EXERCISE GOAL » How many lines in the listing below include the word "Casañ"? Answer with the number and nothing else.

DATASET EXTRACT »
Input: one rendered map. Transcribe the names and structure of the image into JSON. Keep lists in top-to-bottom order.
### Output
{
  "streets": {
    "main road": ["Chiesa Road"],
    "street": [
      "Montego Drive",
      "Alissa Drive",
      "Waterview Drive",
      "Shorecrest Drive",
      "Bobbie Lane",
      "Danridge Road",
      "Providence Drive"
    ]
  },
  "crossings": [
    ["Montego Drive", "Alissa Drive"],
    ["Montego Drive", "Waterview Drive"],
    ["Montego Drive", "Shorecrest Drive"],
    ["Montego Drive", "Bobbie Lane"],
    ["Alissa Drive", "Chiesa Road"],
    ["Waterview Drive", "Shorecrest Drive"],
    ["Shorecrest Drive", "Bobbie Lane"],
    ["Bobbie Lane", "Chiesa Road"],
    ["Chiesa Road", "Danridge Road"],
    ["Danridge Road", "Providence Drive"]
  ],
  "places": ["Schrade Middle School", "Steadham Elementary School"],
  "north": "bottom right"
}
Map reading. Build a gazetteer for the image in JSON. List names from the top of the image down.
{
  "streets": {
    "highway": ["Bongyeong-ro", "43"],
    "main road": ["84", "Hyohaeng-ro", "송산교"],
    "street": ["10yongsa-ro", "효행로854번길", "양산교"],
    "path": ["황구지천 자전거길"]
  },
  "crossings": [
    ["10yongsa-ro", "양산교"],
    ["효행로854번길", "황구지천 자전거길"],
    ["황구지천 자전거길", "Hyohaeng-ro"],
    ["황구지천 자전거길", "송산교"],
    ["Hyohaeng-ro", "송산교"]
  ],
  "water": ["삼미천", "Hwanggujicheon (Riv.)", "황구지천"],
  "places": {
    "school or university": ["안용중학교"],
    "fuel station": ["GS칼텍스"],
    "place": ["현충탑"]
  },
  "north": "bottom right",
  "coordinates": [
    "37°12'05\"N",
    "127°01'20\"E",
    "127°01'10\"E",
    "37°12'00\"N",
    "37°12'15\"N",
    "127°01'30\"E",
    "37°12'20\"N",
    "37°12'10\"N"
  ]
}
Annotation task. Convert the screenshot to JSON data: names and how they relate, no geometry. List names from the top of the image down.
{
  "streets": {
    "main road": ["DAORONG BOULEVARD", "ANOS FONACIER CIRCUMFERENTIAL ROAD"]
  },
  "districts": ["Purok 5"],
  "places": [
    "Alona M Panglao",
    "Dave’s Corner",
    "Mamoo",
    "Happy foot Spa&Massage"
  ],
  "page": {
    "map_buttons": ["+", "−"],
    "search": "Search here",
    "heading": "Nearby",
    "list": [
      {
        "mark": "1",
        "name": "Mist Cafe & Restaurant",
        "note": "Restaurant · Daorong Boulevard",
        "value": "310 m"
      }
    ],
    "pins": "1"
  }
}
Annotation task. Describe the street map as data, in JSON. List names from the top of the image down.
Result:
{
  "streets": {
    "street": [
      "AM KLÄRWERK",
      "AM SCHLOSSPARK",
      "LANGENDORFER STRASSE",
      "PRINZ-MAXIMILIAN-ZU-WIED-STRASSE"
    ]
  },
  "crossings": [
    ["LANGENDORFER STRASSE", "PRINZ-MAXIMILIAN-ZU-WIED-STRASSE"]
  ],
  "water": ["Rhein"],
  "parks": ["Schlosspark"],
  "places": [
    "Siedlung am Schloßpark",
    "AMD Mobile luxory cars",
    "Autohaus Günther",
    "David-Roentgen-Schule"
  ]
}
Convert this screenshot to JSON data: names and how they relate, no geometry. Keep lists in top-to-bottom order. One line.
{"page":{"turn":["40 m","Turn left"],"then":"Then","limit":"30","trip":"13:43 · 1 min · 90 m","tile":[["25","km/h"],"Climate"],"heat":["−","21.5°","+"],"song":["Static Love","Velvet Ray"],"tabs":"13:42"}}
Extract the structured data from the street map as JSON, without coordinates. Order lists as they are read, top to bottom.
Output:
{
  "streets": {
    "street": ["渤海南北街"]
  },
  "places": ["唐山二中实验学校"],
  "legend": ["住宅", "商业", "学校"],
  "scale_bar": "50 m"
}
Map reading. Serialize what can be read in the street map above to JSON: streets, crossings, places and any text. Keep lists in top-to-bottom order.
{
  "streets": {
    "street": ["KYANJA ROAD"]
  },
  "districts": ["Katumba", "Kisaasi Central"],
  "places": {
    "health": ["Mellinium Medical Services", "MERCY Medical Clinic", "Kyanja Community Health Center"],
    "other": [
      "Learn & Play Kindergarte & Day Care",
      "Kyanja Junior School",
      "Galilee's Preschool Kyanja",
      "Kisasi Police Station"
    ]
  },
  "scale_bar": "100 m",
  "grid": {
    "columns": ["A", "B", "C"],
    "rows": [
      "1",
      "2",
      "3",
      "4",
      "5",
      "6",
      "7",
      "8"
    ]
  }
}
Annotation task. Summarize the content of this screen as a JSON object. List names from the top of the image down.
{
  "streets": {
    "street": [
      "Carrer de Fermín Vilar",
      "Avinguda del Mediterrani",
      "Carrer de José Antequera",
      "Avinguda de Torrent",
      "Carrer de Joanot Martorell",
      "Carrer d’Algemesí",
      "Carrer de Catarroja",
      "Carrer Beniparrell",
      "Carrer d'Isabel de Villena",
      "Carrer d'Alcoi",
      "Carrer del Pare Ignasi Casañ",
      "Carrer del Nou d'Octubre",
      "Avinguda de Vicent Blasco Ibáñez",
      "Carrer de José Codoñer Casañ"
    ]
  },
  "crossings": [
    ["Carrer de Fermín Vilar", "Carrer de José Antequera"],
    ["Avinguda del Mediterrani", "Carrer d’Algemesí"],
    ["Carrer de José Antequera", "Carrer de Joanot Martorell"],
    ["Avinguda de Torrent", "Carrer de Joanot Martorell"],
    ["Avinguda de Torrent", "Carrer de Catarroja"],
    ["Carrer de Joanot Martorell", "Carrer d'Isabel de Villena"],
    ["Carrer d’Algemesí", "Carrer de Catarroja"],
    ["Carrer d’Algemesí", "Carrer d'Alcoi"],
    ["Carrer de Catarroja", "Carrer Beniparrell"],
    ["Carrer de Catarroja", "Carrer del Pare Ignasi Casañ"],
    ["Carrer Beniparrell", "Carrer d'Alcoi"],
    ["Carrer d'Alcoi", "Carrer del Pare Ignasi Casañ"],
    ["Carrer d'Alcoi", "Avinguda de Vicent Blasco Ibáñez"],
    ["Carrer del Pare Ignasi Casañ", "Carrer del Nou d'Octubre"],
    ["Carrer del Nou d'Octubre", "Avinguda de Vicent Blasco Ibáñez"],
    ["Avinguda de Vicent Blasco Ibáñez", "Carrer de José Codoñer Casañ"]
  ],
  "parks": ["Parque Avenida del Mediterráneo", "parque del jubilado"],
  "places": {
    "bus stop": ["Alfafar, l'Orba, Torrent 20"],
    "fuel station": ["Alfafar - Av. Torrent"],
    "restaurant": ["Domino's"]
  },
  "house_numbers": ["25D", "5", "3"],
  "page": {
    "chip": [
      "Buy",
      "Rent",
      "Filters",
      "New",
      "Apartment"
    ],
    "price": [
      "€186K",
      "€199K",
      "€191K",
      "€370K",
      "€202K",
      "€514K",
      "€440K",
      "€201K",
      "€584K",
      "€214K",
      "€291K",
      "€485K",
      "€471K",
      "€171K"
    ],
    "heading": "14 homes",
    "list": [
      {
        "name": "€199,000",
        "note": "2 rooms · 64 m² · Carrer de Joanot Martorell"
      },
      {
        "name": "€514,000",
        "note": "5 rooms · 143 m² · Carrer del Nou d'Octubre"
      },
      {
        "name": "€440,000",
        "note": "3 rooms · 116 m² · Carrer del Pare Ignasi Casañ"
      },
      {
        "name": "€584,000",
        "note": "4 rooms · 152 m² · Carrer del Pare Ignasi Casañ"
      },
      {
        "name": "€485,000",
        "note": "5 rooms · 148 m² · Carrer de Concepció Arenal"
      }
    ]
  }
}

FINAL ANSWER » 8